Facilities similar to this are under early stages of consideration
at various sites world-wide, 4GLS being the first of its kind.
It thereby promises to be pioneering in the field at its cutting
edge, potentially placing the UK in the premier seat globally
with discovery-calibre science and all the rewards which this
brings. However, the chosen panel will find it difficult to appreciate
these aspects, given the absence of 4GLS's projection on the "hard
X-ray axis".
With this preamble, I take the liberty of suggesting
to you a few names who may complete the panel in terms of its
knowledge/experience base and who would bring wisdom to the whole
scientific scope of 4GLS in advising the UK research and funding
agencies. I speak solely on the basis of their scientific and
technological merit. Eventually the composition of this panel
has to be acceptable to the community as well as to the agency.
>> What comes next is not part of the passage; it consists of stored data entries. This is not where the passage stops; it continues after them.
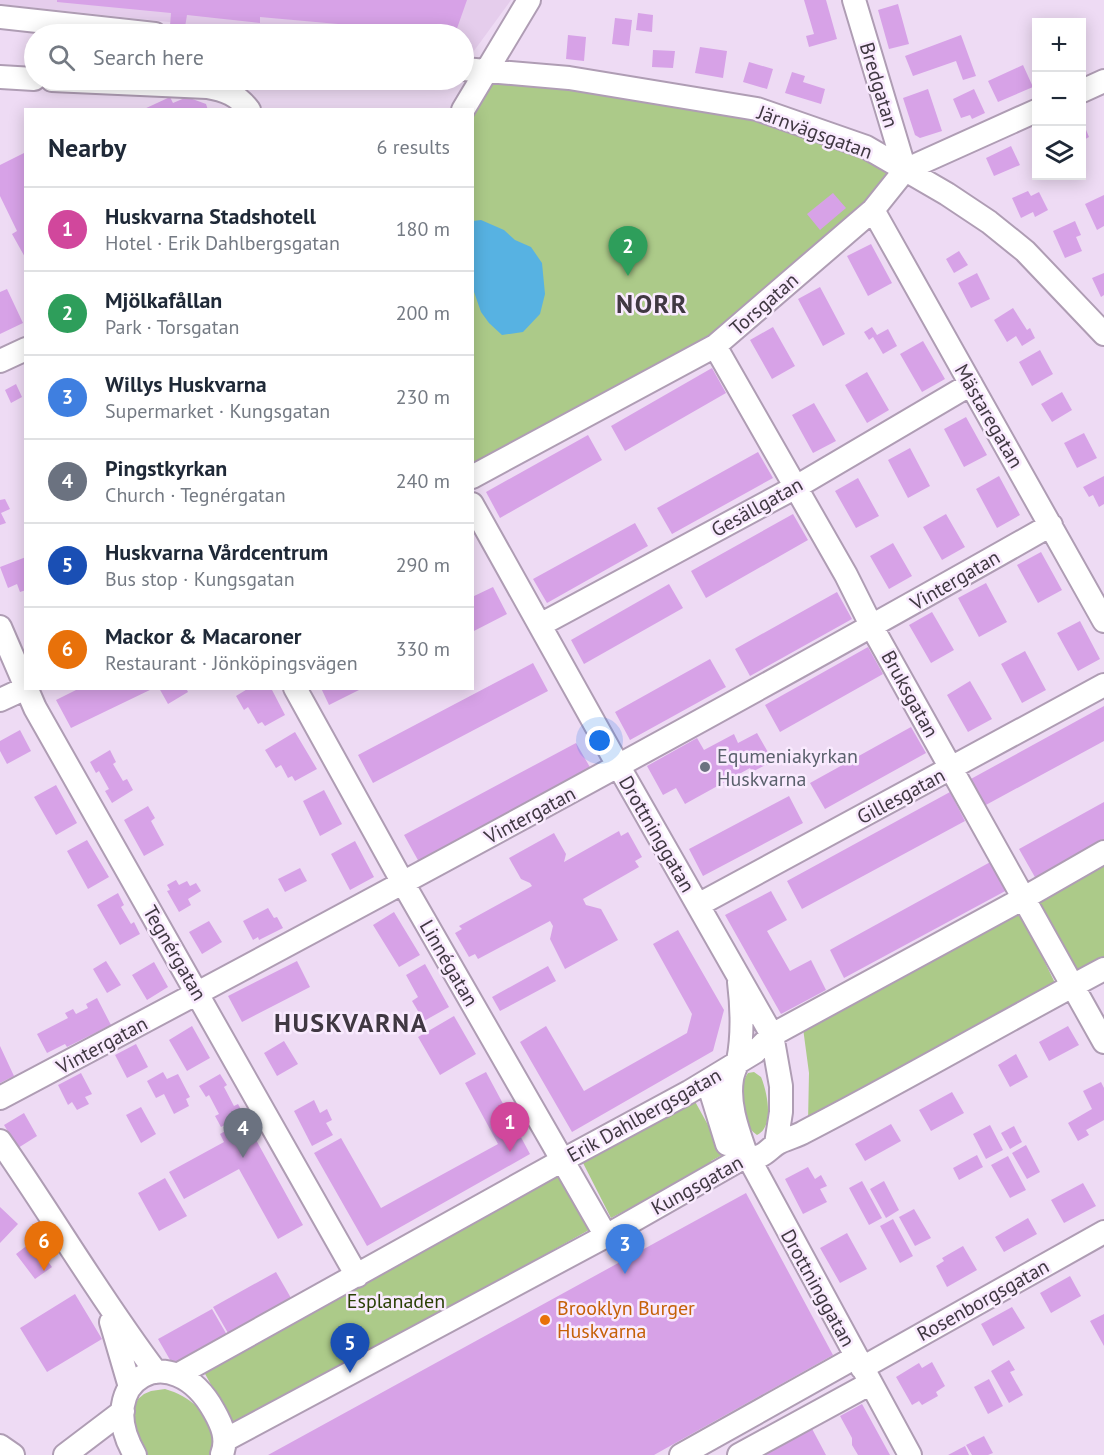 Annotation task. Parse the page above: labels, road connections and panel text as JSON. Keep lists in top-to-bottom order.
{
  "streets": {
    "street": [
      "Bredgatan",
      "Järnvägsgatan",
      "Torsgatan",
      "Mästaregatan",
      "Gesällgatan",
      "Vintergatan",
      "Bruksgatan",
      "Gillesgatan",
      "Drottninggatan",
      "Tegnérgatan",
      "Linnégatan",
      "Erik Dahlbergsgatan",
      "Kungsgatan",
      "Rosenborgsgatan"
    ]
  },
  "crossings": [
    ["Bredgatan", "Järnvägsgatan"],
    ["Bredgatan", "Torsgatan"],
    ["Järnvägsgatan", "Torsgatan"],
    ["Torsgatan", "Mästaregatan"],
    ["Torsgatan", "Bruksgatan"],
    ["Mästaregatan", "Gesällgatan"],
    ["Mästaregatan", "Vintergatan"],
    ["Gesällgatan", "Bruksgatan"],
    ["Gesällgatan", "Drottninggatan"],
    ["Vintergatan", "Bruksgatan"],
    ["Vintergatan", "Drottninggatan"],
    ["Vintergatan", "Tegnérgatan"],
    ["Vintergatan", "Linnégatan"],
    ["Bruksgatan", "Gillesgatan"],
    ["Bruksgatan", "Erik Dahlbergsgatan"],
    ["Bruksgatan", "Kungsgatan"],
    ["Gillesgatan", "Drottninggatan"],
    ["Drottninggatan", "Erik Dahlbergsgatan"],
    ["Drottninggatan", "Kungsgatan"],
    ["Drottninggatan", "Rosenborgsgatan"],
    ["Tegnérgatan", "Erik Dahlbergsgatan"],
    ["Linnégatan", "Erik Dahlbergsgatan"],
    ["Linnégatan", "Kungsgatan"]
  ],
  "districts": ["NORR", "HUSKVARNA"],
  "parks": ["Esplanaden"],
  "places": ["Equmeniakyrkan Huskvarna", "Brooklyn Burger Huskvarna"],
  "page": {
    "map_buttons": ["+", "−"],
    "search": "Search here",
    "heading": ["Nearby", "6 results"],
    "list": [
      {
        "mark": "1",
        "name": "Huskvarna Stadshotell",
        "note": "Hotel · Erik Dahlbergsgatan",
        "value": "180 m"
      },
      {
        "mark": "2",
        "name": "Mjölkafållan",
        "note": "Park · Torsgatan",
        "value": "200 m"
      },
      {
        "mark": "3",
        "name": "Willys Huskvarna",
        "note": "Supermarket · Kungsgatan",
        "value": "230 m"
      },
      {
        "mark": "4",
        "name": "Pingstkyrkan",
        "note": "Church · Tegnérgatan",
        "value": "240 m"
      },
      {
        "mark": "5",
        "name": "Huskvarna Vårdcentrum",
        "note": "Bus stop · Kungsgatan",
        "value": "290 m"
      },
      {
        "mark": "6",
        "name": "Mackor & Macaroner",
        "note": "Restaurant · Jönköpingsvägen",
        "value": "330 m"
      }
    ],
    "pins": [
      "2",
      "1",
      "4",
      "6",
      "3",
      "5"
    ]
  }
} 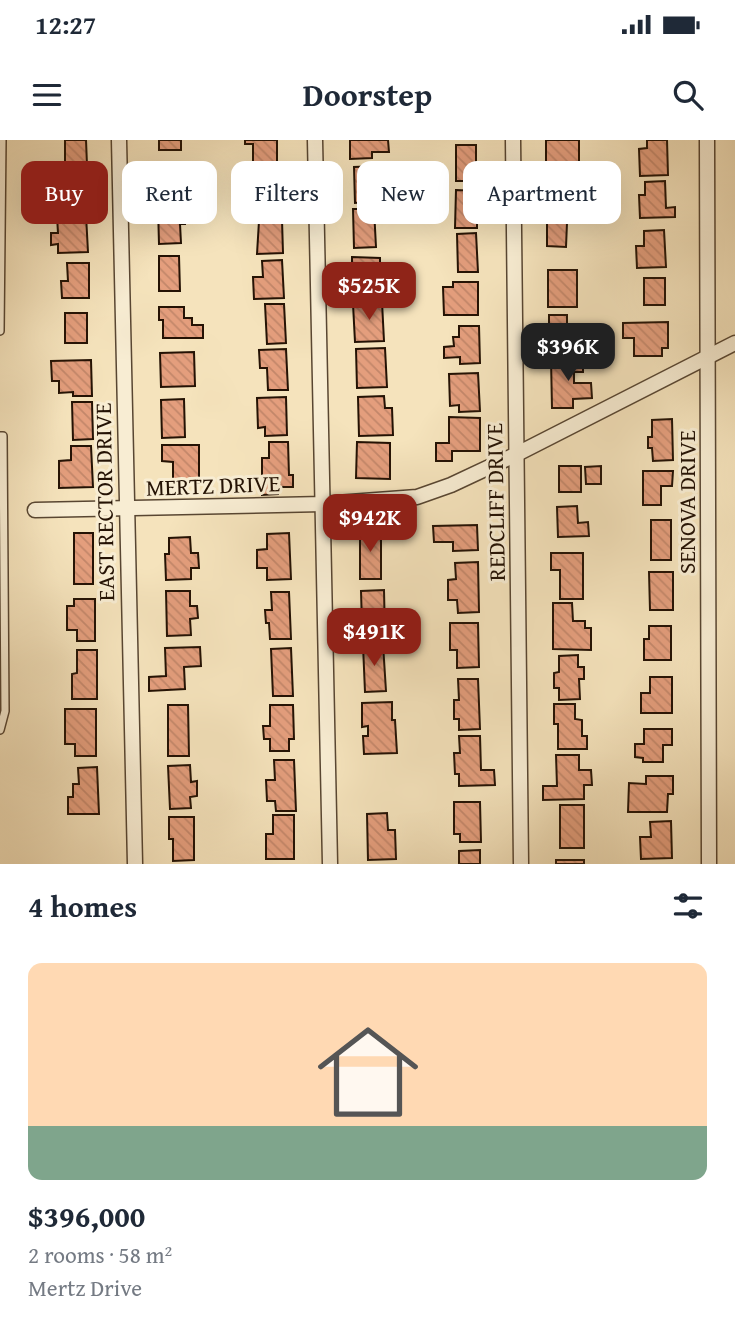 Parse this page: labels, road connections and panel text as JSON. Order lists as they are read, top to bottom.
{
  "streets": {
    "street": [
      "MERTZ DRIVE",
      "EAST RECTOR DRIVE",
      "REDCLIFF DRIVE",
      "SENOVA DRIVE"
    ]
  },
  "crossings": [
    ["MERTZ DRIVE", "EAST RECTOR DRIVE"],
    ["MERTZ DRIVE", "REDCLIFF DRIVE"],
    ["MERTZ DRIVE", "SENOVA DRIVE"]
  ],
  "page": {
    "status": "12:27",
    "header": "Doorstep",
    "chip": [
      "Buy",
      "Rent",
      "Filters",
      "New",
      "Apartment"
    ],
    "price": [
      "$525K",
      "$396K",
      "$942K",
      "$491K"
    ],
    "heading": "4 homes",
    "list": [
      {
        "name": "$396,000",
        "note": "2 rooms · 58 m² · Mertz Drive"
      }
    ]
  }
} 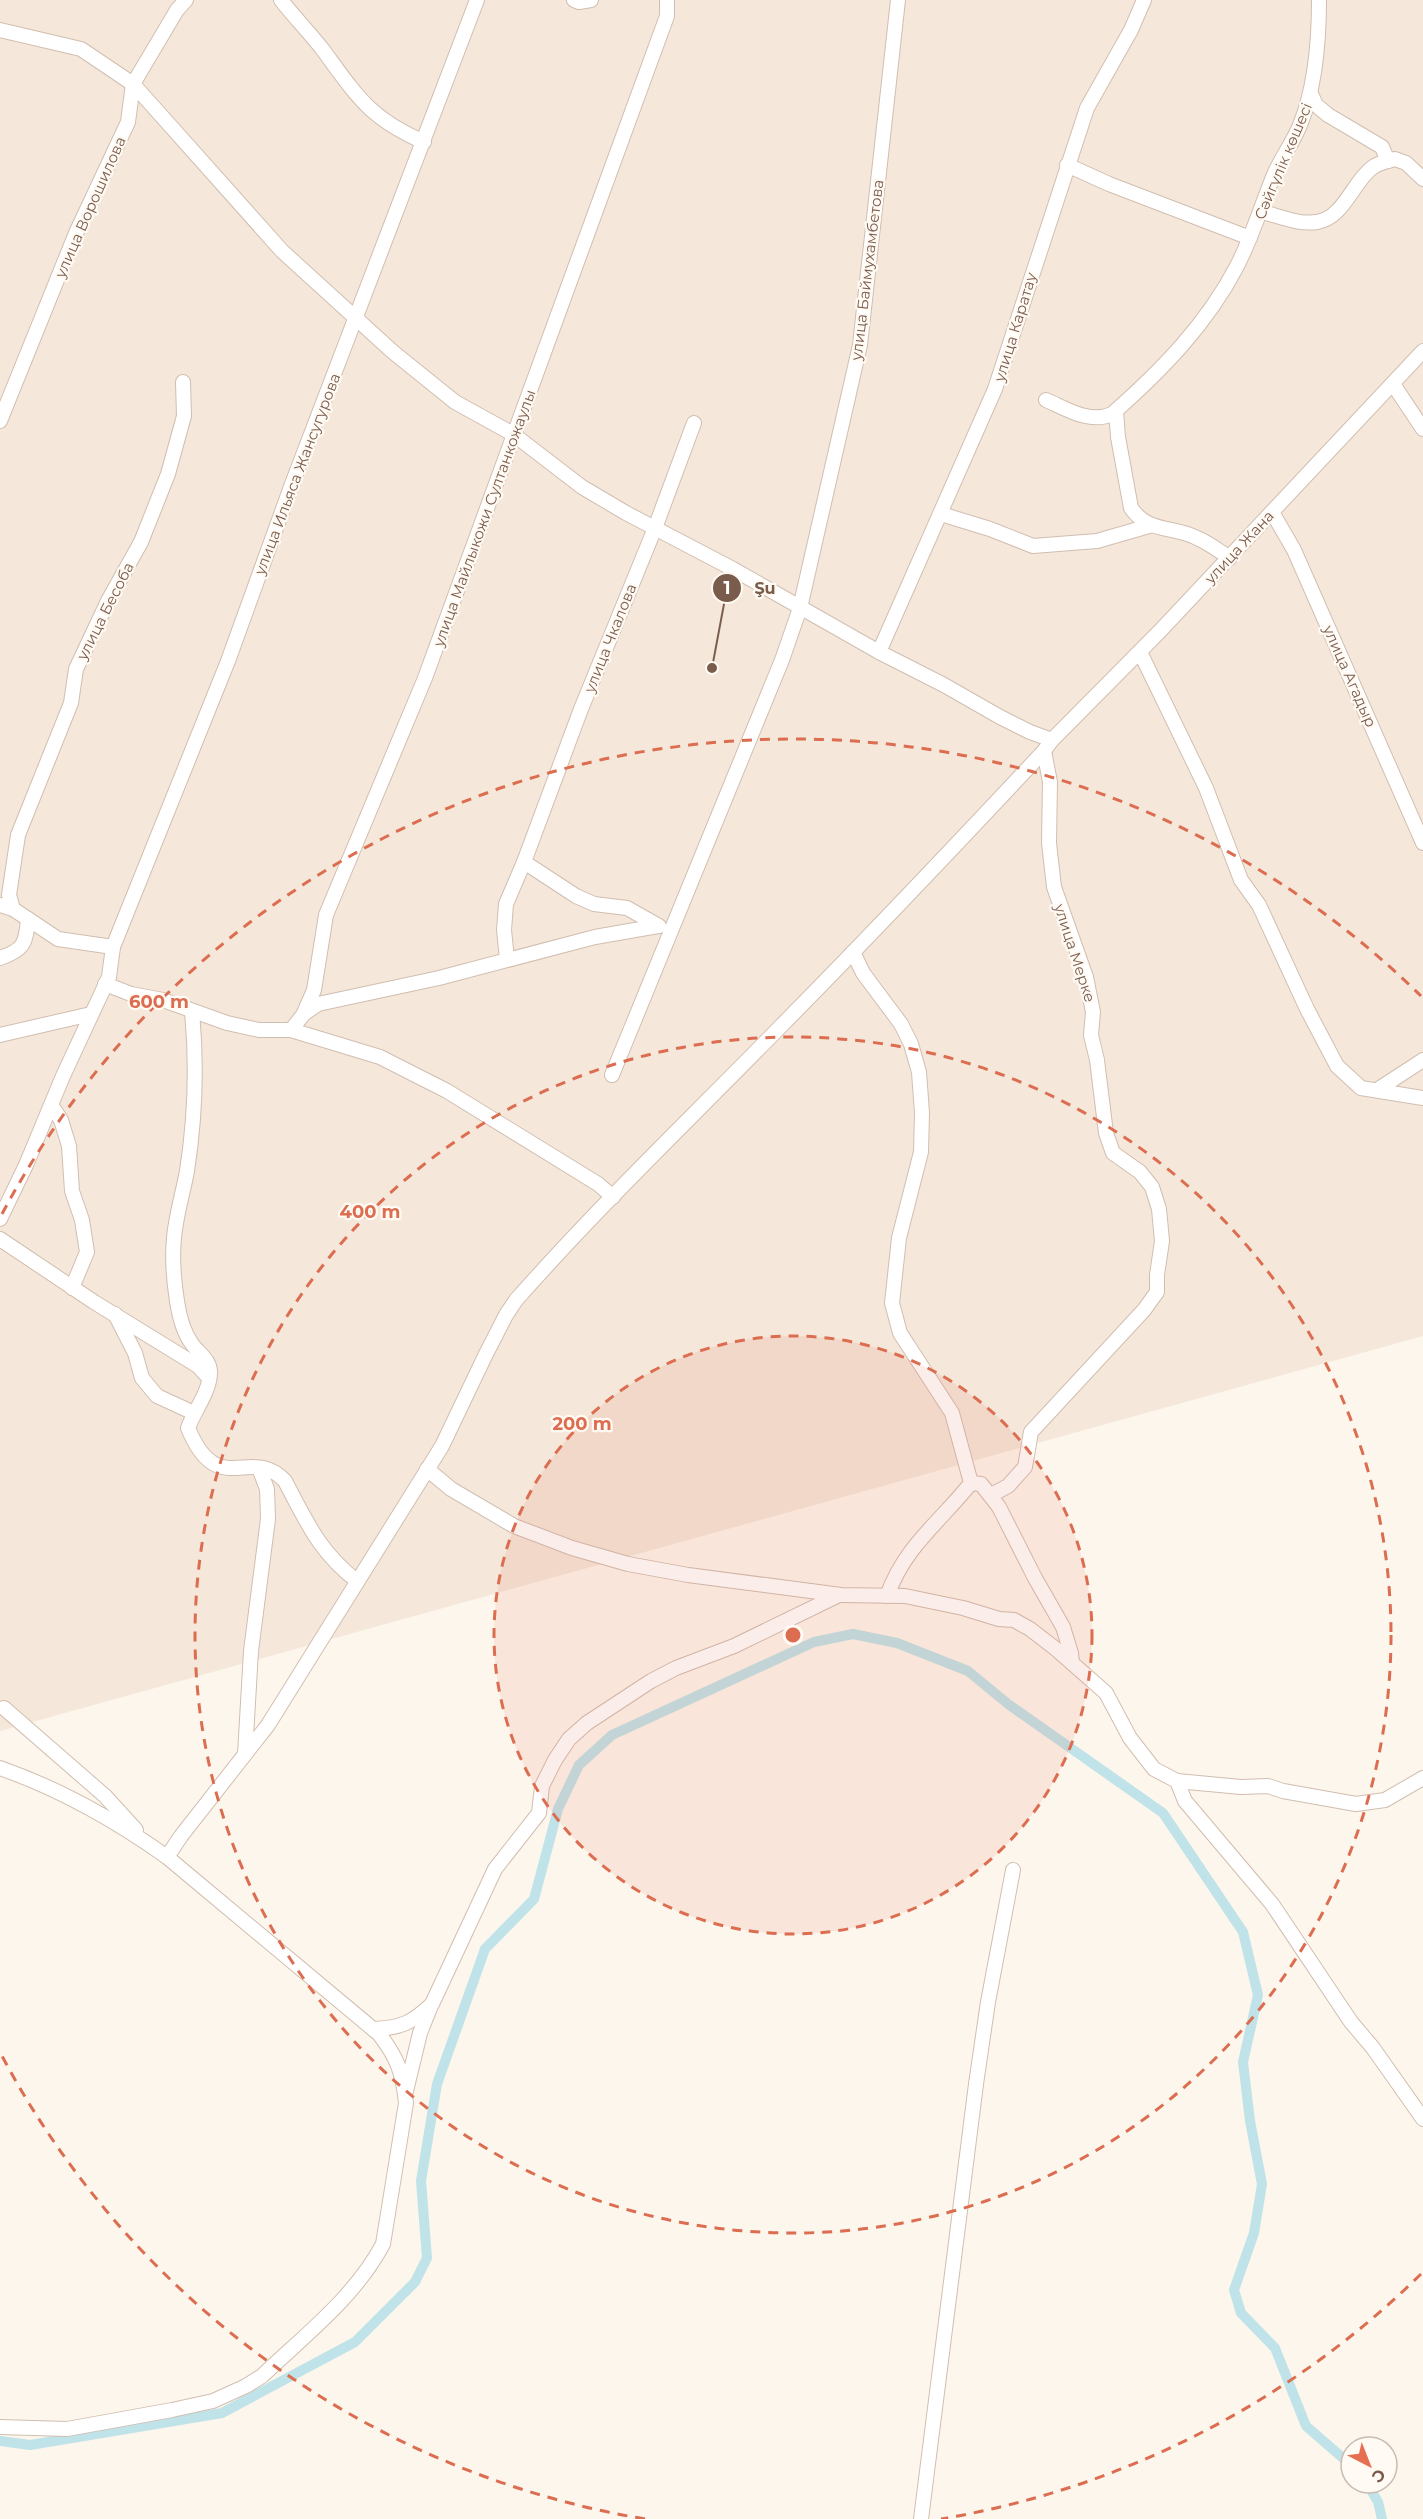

The names of Profs. Roger Falcone and/or Ron
Shen from Berkeley come to mind. Roger is currently the Director
of the Advanced Light Source at Berkeley. He was also the Chair
of the Scientific Policy Committee of the LCLS at SLAC. As a professor
in the Physics department of Univ. of California at Berkeley,
including his tenure as its Head, as well as via his involvement
at the ALS beam lines and Lawrence Livermore National Laboratory's
large laser facilities, Roger is a world renowned expert on Higher
Harmonic Generation, High-field Atomic Physics, Femto- and Atto-second
Physics etc., all in the soft X-ray and VUV regions. He is an
esteemed reviewer in many international reviews, is courteous
and gracious, and would be highly desirable as an international
reviewer with integrity and scientific stature for this review.
Prof. Ron Shen, is an expert on IR physics,
including IR lasers, ALS beam lines and IRFELs and general non-linear
multi-photon processes. He is highly esteemed in the US and international
community and would add significant value to the review as well.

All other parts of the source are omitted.